__Task item__: Look for the string "compass" in the data below, and copy each line that holds it.

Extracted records

********************

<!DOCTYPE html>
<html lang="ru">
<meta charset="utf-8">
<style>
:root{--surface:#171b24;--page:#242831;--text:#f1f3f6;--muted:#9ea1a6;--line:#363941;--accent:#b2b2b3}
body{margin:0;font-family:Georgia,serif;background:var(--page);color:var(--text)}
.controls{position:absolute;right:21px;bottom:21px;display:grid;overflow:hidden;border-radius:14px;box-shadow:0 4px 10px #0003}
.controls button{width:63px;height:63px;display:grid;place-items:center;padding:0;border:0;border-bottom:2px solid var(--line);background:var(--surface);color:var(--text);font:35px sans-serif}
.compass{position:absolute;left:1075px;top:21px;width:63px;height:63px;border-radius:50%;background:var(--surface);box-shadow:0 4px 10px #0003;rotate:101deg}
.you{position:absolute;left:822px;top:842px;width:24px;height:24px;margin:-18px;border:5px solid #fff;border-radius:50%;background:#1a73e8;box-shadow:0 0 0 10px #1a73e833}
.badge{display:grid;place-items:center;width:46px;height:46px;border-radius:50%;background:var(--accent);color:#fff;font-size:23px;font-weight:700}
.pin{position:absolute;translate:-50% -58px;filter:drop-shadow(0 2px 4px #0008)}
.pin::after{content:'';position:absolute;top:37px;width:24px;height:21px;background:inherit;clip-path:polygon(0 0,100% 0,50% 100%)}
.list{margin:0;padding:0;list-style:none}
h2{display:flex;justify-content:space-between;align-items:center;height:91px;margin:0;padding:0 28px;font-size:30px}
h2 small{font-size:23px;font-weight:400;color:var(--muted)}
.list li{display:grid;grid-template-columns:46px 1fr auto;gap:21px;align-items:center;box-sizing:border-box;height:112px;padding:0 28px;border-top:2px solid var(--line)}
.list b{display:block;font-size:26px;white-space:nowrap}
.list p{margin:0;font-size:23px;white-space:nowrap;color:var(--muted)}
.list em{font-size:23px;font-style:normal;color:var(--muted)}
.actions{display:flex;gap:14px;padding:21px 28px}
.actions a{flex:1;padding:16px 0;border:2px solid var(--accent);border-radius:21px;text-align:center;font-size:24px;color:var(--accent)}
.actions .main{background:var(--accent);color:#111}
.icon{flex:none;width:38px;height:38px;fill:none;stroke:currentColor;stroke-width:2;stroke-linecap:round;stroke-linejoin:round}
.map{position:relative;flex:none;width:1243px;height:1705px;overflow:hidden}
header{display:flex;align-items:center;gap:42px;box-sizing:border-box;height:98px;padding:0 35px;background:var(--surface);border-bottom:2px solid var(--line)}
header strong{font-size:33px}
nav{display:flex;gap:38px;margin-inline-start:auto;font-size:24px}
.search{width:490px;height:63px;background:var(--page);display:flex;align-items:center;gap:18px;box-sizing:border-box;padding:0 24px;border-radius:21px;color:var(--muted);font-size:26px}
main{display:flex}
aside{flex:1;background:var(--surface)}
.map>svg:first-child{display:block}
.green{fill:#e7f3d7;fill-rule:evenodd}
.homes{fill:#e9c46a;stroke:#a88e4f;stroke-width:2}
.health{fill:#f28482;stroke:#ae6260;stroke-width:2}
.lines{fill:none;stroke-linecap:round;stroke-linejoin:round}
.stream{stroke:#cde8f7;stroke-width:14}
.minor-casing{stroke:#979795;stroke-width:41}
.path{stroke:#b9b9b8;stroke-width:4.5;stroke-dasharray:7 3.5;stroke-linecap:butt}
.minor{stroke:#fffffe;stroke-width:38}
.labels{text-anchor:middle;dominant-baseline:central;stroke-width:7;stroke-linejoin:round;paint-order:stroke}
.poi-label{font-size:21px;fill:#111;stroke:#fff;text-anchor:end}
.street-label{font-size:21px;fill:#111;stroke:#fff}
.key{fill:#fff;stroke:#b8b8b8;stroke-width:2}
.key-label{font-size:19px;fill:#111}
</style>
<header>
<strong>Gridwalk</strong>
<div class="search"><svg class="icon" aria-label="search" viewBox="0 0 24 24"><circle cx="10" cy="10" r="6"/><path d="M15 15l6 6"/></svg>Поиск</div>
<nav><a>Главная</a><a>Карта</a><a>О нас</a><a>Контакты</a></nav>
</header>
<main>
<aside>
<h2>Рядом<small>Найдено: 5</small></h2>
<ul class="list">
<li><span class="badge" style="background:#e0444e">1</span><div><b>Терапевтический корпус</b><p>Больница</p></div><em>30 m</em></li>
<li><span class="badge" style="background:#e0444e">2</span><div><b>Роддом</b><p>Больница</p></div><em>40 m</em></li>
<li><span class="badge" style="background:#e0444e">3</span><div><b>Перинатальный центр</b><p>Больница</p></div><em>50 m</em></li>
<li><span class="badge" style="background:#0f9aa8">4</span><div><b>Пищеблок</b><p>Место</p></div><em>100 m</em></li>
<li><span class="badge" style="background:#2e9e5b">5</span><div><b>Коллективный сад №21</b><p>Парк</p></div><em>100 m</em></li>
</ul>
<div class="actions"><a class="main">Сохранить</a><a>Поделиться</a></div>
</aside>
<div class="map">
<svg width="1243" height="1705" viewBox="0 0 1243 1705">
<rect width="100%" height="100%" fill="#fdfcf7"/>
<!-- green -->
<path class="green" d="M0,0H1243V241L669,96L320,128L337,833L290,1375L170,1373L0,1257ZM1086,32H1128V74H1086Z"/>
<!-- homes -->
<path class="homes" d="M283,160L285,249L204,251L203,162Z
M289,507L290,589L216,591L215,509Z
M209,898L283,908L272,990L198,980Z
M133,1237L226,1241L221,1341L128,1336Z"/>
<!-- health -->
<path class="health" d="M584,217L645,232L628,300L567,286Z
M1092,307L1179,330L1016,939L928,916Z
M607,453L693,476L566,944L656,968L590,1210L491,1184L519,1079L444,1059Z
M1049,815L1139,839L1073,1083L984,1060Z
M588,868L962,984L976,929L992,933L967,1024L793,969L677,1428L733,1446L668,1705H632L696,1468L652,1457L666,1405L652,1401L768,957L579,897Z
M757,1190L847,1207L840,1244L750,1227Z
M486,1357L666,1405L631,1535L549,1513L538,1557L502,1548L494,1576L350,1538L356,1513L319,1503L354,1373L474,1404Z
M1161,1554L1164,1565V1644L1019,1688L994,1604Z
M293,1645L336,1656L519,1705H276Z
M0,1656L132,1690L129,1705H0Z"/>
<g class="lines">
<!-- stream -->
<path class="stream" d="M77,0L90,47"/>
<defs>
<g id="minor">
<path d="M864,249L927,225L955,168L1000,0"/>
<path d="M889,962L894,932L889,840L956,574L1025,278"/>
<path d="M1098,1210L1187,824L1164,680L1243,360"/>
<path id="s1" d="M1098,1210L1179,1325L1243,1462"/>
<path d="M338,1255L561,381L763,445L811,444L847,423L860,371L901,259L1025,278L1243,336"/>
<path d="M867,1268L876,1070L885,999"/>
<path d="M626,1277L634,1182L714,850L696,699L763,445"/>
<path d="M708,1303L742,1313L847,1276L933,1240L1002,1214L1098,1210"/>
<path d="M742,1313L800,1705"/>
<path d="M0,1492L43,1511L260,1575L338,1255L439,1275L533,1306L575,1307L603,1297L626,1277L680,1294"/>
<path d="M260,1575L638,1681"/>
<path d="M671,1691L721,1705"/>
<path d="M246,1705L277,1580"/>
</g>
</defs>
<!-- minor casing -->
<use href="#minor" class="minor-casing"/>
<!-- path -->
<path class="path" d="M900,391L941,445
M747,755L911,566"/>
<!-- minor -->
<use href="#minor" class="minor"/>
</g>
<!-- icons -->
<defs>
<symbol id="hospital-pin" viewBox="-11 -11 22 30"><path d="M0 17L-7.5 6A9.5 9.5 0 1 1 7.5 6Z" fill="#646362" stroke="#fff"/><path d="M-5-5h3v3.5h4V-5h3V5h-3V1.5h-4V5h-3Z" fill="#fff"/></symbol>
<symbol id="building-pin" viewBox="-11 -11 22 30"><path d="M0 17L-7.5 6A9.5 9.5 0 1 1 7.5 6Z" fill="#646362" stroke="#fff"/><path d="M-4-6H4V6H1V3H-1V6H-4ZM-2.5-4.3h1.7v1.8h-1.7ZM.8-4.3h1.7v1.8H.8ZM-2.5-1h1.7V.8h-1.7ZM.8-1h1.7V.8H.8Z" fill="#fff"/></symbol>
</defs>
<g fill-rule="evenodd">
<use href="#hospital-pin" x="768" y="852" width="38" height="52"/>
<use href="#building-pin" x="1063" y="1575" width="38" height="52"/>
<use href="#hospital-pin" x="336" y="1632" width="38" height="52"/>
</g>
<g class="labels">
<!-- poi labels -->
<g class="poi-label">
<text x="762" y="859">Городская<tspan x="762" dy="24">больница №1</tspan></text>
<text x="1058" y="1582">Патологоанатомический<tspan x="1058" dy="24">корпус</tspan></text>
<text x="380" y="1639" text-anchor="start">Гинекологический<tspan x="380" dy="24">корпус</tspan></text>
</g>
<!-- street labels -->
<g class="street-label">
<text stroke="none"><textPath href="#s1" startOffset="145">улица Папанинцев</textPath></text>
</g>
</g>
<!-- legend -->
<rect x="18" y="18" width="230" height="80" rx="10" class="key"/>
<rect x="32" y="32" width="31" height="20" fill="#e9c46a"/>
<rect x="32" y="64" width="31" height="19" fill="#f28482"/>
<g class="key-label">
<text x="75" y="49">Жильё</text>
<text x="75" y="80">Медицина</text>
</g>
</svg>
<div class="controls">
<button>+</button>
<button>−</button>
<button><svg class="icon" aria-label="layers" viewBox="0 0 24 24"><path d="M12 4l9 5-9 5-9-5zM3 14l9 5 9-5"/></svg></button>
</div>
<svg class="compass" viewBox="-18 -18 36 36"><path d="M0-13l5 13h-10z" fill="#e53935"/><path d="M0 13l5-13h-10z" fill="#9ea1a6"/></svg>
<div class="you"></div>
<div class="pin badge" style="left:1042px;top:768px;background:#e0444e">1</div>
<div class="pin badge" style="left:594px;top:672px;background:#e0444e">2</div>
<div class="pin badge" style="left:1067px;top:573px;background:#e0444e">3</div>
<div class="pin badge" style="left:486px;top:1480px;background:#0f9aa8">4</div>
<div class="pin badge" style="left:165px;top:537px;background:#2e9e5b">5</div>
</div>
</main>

********************

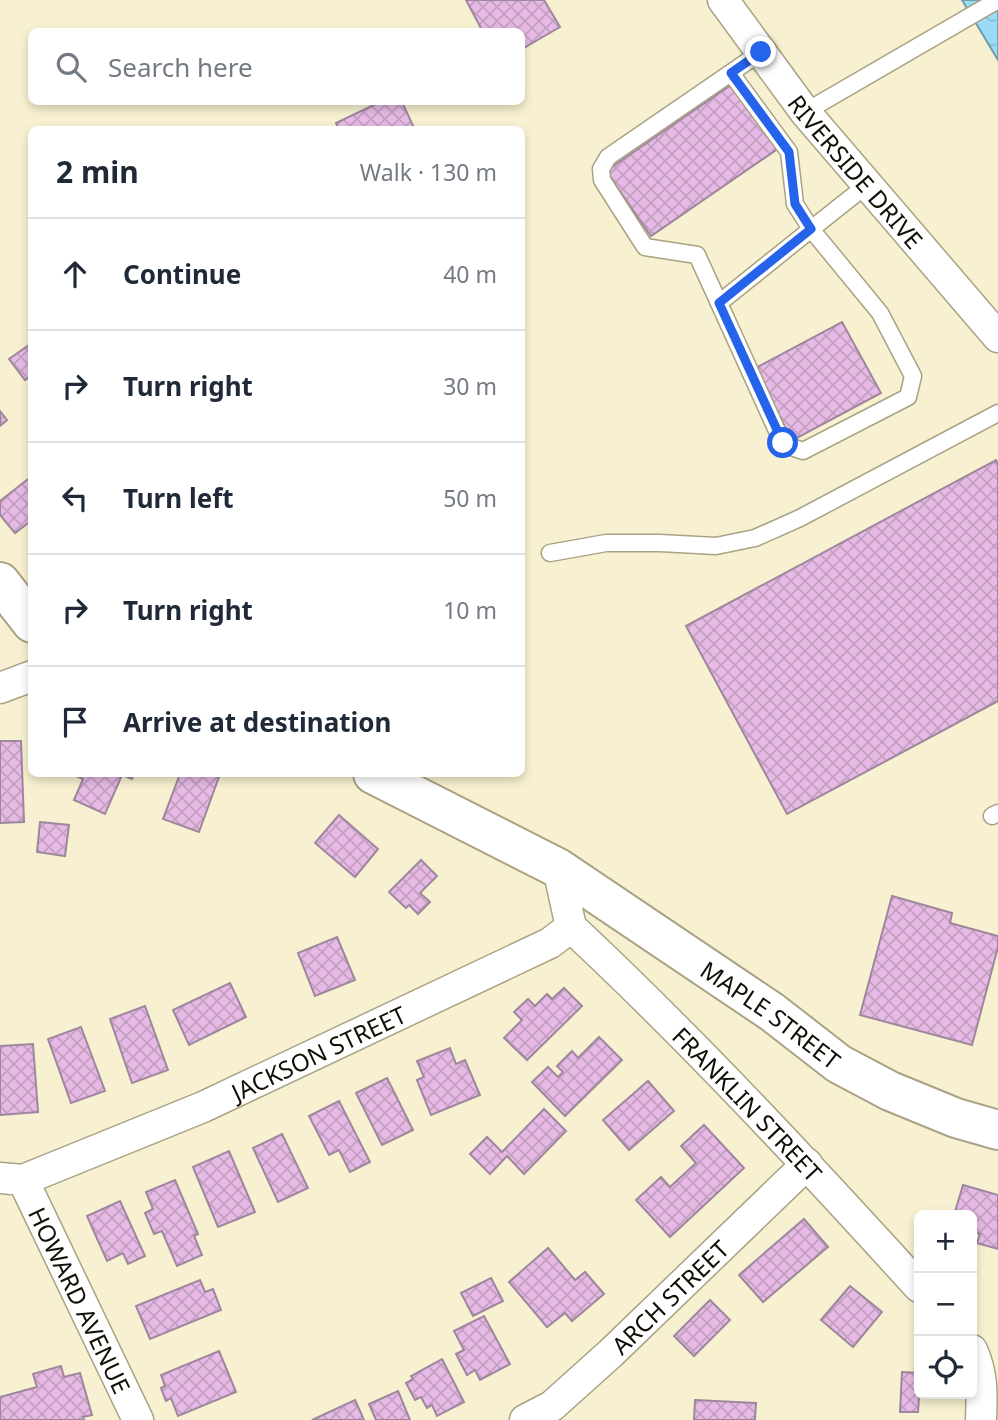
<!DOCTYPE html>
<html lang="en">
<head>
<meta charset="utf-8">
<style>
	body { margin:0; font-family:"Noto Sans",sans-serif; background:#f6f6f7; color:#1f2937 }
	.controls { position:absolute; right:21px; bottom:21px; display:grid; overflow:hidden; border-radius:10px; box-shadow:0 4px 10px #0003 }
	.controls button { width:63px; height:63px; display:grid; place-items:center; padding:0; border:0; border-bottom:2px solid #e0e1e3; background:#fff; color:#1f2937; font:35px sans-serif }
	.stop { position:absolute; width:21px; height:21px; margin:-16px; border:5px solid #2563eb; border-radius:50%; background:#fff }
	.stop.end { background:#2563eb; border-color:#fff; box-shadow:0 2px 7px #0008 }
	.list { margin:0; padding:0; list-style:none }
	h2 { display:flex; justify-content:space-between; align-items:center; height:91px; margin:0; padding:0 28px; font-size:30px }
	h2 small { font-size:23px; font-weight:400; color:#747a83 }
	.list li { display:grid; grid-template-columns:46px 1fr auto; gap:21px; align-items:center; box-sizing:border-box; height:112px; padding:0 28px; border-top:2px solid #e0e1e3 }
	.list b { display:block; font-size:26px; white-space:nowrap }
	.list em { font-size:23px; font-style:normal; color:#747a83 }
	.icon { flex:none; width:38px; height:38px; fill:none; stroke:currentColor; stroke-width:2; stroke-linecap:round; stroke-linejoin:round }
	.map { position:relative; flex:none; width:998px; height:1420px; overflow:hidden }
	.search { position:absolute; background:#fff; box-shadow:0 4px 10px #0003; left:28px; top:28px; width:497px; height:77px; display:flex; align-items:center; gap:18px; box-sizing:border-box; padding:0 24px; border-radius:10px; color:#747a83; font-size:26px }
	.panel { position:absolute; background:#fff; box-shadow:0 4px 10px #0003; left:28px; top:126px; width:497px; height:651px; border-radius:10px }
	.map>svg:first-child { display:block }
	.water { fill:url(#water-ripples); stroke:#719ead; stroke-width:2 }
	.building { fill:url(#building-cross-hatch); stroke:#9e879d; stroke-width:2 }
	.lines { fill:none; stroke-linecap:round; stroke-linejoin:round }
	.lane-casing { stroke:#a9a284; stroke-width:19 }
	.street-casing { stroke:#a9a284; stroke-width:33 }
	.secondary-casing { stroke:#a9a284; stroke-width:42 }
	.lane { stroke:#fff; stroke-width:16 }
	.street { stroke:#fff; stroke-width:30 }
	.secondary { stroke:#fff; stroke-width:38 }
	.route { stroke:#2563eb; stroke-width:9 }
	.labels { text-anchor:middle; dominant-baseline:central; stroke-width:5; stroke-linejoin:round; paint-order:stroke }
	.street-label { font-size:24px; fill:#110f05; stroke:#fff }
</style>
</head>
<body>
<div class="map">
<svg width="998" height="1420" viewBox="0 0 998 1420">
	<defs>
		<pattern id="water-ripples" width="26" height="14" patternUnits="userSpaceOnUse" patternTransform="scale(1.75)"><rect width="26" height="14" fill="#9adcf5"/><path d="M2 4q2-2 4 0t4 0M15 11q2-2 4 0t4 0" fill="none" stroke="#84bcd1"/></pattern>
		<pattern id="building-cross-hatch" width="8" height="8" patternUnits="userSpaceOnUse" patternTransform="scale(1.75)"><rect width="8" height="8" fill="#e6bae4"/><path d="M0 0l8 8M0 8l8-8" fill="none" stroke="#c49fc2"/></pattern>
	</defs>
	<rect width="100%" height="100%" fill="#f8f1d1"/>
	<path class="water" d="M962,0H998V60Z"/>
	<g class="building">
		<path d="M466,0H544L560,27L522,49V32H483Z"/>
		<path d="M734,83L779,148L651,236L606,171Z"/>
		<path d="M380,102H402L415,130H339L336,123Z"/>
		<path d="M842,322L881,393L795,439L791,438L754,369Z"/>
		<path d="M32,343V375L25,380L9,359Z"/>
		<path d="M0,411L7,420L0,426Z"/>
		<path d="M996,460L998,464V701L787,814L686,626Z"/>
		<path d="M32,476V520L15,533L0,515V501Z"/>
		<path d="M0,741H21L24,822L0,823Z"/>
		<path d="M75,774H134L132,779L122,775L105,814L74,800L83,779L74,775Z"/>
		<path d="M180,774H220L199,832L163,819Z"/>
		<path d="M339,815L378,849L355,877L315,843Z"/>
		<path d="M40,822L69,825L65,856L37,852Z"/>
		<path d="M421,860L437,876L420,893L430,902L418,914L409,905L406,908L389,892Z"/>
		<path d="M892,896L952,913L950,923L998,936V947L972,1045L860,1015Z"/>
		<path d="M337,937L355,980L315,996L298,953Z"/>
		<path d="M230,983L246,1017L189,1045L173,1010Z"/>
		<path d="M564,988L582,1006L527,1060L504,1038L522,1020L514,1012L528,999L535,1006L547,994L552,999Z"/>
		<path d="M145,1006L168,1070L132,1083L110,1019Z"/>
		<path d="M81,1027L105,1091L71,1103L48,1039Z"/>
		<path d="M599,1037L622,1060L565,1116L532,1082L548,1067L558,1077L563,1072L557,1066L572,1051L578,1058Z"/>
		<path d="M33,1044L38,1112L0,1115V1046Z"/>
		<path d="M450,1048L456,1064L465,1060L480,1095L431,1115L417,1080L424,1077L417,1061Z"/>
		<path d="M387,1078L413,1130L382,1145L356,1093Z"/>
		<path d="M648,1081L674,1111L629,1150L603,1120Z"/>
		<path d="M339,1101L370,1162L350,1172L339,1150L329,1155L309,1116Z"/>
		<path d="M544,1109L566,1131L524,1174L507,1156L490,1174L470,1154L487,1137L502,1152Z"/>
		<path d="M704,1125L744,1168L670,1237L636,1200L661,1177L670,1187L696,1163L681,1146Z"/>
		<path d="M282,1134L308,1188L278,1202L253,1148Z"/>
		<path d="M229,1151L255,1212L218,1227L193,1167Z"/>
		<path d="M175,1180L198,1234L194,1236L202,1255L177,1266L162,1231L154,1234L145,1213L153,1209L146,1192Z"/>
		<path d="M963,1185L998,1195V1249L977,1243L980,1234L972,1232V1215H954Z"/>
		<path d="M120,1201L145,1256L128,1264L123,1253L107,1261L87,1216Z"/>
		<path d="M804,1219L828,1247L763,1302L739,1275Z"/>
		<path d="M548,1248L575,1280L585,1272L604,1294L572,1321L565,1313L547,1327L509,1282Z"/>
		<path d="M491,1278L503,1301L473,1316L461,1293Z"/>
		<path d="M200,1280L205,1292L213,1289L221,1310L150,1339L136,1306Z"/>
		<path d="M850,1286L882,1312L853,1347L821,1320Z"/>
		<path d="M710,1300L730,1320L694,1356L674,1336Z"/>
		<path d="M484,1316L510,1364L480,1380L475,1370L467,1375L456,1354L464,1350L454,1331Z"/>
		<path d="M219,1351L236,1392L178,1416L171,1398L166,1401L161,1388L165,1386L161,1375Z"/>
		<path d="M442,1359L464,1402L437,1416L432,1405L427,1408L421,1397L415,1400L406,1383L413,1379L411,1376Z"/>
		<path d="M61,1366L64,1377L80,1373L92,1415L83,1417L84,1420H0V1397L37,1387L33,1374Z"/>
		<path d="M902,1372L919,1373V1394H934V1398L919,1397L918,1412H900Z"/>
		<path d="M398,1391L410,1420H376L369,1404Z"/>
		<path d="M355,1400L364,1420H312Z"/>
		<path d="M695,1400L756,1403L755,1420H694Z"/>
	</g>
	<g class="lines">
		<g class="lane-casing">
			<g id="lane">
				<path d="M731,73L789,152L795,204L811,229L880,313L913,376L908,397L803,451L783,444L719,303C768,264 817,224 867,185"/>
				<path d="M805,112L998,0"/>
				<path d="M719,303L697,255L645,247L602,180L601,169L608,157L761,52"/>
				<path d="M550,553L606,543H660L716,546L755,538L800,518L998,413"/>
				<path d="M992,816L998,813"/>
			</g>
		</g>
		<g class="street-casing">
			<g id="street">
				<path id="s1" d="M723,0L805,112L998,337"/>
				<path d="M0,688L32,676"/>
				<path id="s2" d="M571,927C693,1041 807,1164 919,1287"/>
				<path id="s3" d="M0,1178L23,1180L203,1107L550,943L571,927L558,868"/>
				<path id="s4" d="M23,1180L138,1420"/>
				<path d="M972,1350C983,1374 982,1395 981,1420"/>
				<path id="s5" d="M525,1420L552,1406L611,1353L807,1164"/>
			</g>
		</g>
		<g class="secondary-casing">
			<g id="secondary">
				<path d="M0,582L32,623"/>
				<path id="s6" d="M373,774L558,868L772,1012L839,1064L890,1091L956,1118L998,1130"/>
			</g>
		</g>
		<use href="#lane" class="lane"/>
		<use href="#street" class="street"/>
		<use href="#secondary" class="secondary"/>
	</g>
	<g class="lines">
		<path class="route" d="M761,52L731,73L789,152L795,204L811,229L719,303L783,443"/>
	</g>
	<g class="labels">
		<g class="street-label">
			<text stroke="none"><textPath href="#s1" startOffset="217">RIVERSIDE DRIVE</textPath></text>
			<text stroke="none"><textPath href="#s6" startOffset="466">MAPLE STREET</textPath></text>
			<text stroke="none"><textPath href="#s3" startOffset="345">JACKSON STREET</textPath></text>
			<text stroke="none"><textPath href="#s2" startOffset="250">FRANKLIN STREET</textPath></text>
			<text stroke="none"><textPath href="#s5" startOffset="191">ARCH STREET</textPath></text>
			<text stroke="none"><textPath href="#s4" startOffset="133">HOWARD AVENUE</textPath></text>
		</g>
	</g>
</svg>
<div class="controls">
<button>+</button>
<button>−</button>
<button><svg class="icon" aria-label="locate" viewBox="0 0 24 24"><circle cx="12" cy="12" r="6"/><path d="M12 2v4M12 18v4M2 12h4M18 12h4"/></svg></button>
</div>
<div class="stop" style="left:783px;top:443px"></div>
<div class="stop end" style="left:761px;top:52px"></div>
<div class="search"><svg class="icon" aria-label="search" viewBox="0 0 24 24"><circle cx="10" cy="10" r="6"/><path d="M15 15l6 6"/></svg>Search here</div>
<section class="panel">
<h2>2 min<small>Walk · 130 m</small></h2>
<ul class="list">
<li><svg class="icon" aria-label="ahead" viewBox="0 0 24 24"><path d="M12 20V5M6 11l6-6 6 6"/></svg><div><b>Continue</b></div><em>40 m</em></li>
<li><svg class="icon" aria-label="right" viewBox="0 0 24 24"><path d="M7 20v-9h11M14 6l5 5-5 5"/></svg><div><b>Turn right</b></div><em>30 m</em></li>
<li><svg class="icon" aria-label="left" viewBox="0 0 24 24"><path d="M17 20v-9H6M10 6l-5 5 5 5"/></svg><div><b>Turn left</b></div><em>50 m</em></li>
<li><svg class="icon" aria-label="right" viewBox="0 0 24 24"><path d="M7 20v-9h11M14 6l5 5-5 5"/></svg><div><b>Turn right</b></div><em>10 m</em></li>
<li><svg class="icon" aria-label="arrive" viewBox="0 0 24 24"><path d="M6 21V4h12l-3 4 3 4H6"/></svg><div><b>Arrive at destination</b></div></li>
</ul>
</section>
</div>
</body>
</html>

********************

__Exercise solution__:
.compass{position:absolute;left:1075px;top:21px;width:63px;height:63px;border-radius:50%;background:var(--surface);box-shadow:0 4px 10px #0003;rotate:101deg}
<svg class="compass" viewBox="-18 -18 36 36"><path d="M0-13l5 13h-10z" fill="#e53935"/><path d="M0 13l5-13h-10z" fill="#9ea1a6"/></svg>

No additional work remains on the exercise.